Physicians may or may not participate in Part B of the Medicare program. A participating physician takes assignment on all Medicare patients. (Assignment means that beneficiaries assign their right to receive payment from Medicare to the physician and that the physician receives payment—80% of allowable charges—directly from the program.) A nonparticipating physician either does not take assignments or takes them selectively. If a physician does not take an assignment, Part B pays the 80% to the patient, who is then responsible for all payments to the physician. Whether participating or not, the physician must send the claim to Medicare and must bill the patient for the Part B deductible ($100 in 1993).

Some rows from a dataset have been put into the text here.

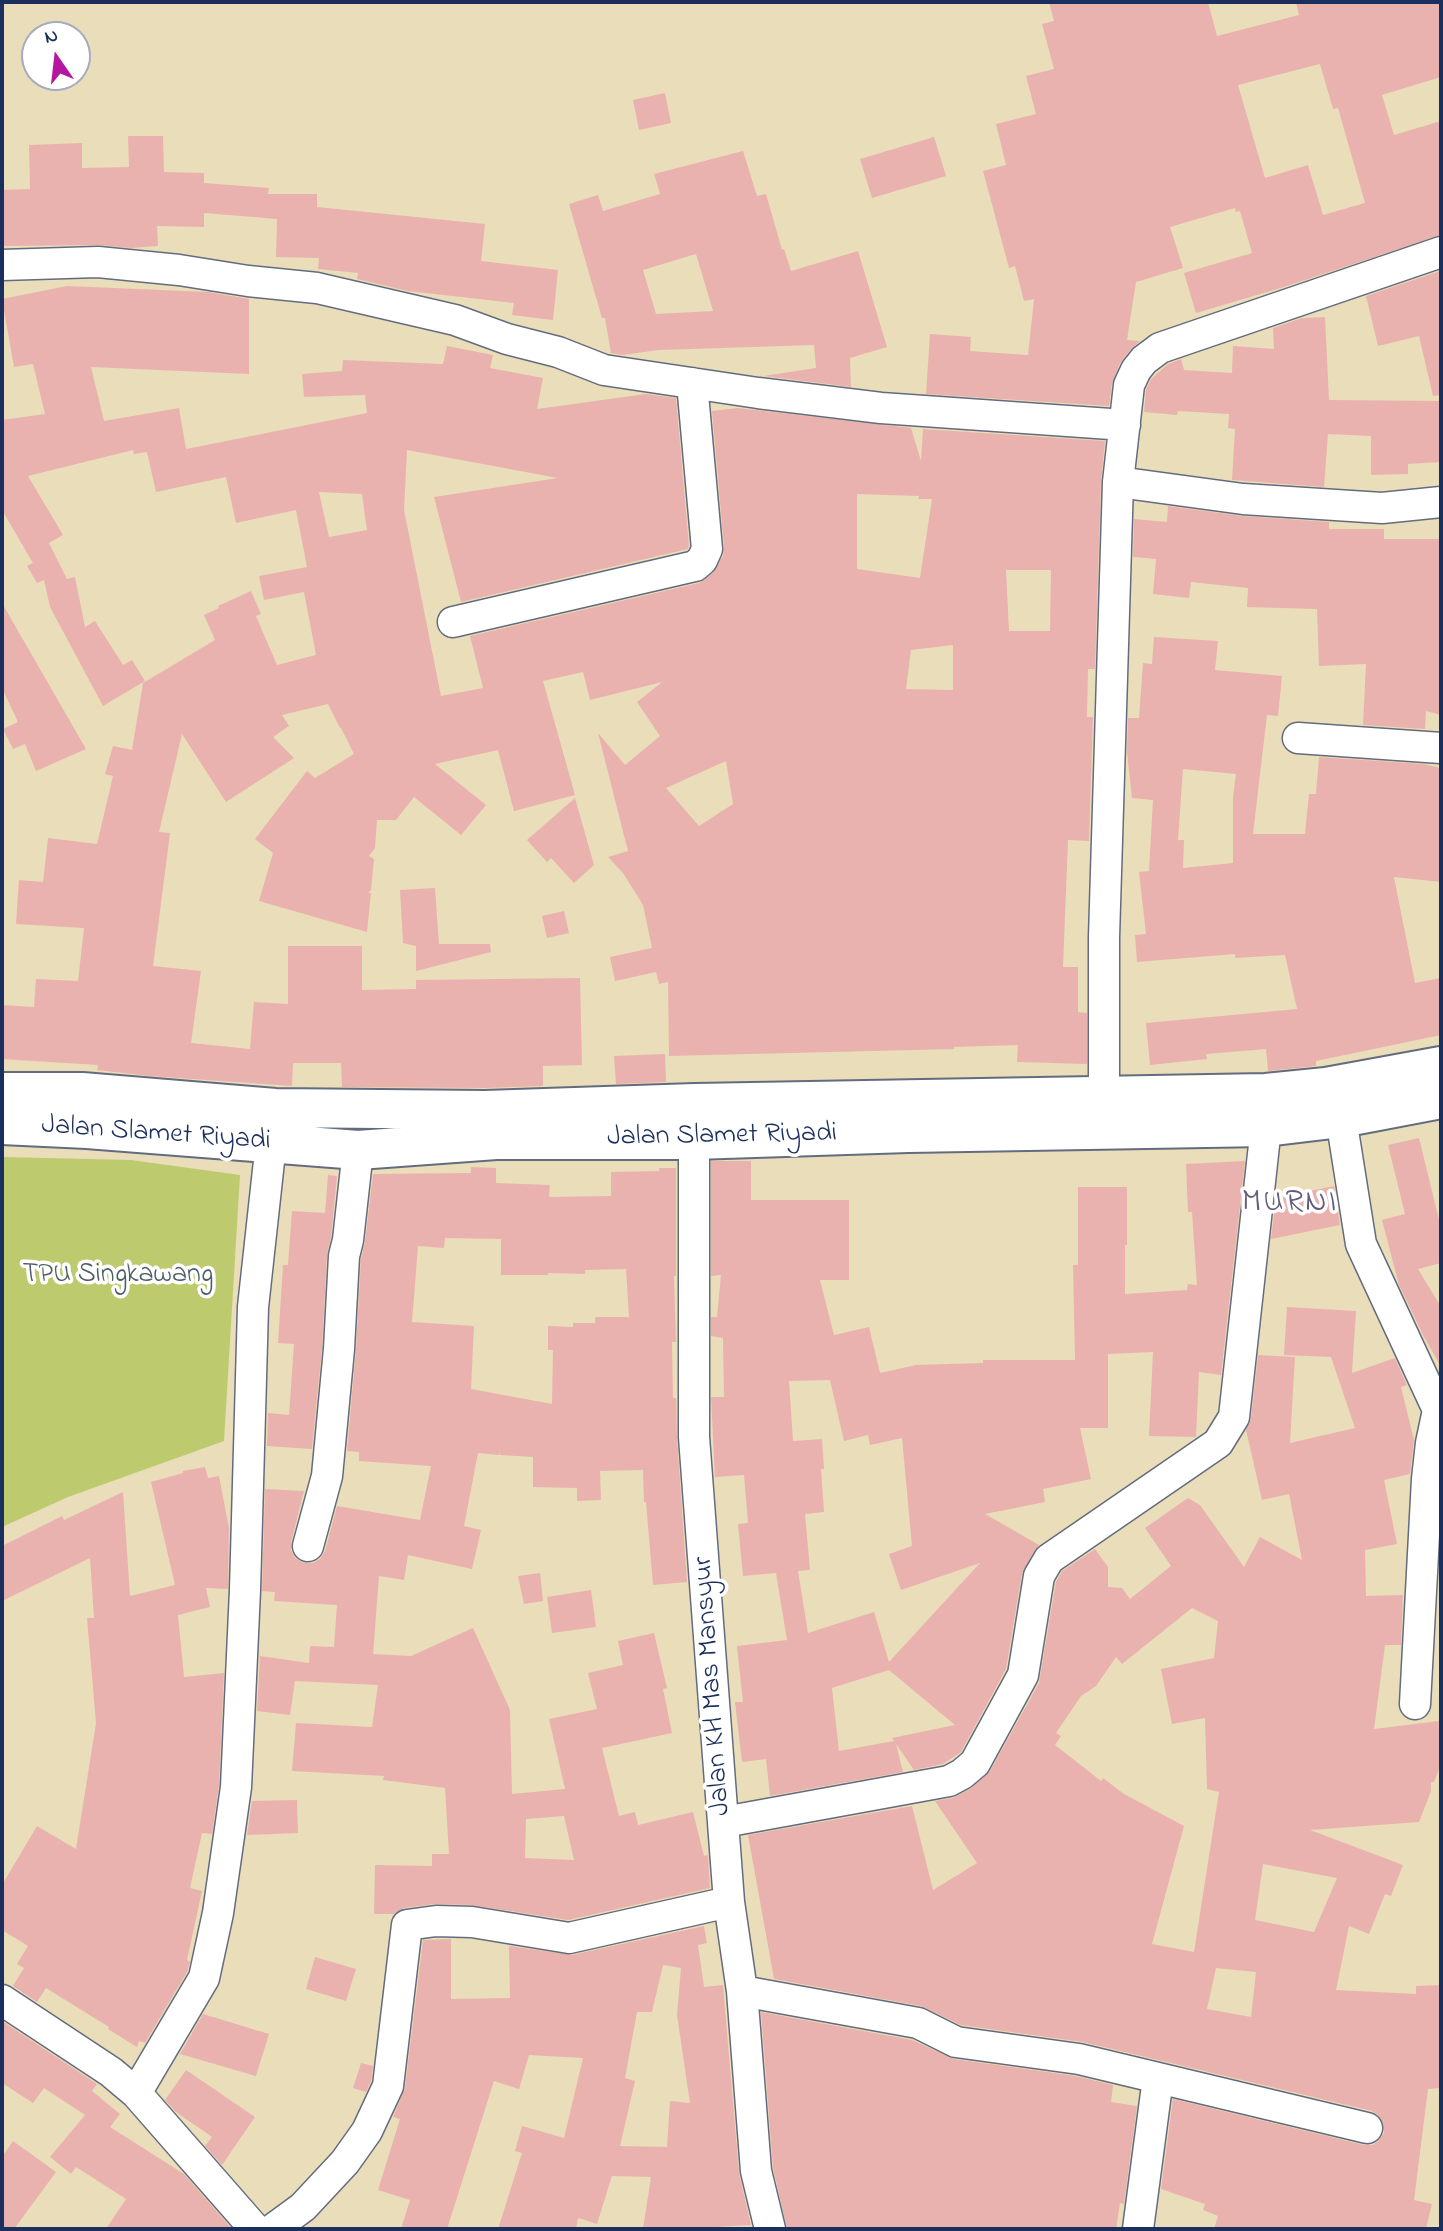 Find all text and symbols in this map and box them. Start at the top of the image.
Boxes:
north arrow [21,21,91,91]
text: N [42,22,61,52]
street label: Jalan Slamet Riyadi [40,1110,272,1160]
street label: Jalan Slamet Riyadi [607,1118,837,1156]
district label: MURNI [1242,1186,1338,1224]
park label: TPU Singkawang [23,1259,213,1293]
street label: Jalan KH Mas Mansyur [688,1555,740,1817]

A physician who does not take assignment for elective surgery must give the patient a written estimate in advance if the total charge is more than $500. If the physician does not provide an estimate, the patient can later claim a refund from the physician for any amount paid over the allowable charge.
The Medicare payments to physicians have been criticized for being inadequate compensation for the time involved in giving physical and mental status examinations and obtaining the patient history from family members. A Medicare fee schedule based on a resource-based relative value scale (RBRVS) for physician services became effective in January 1992 to address this concern. The effects of the Medicare fee schedule on patient care and on the practice of geriatric medicine remain to be seen.
The services covered by Parts A and B can be provided through a health maintenance organization (HMO). Medicare pays the HMO a lump sum per enrollee (capitation) based on the average expenditures for Medicare beneficiaries in the geographic area. If the income from Medicare is greater than the expenses, the HMO must share part of the excess with its Medicare members by providing services not covered by Medicare (eg, preventive medical services) or by eliminating cost sharing.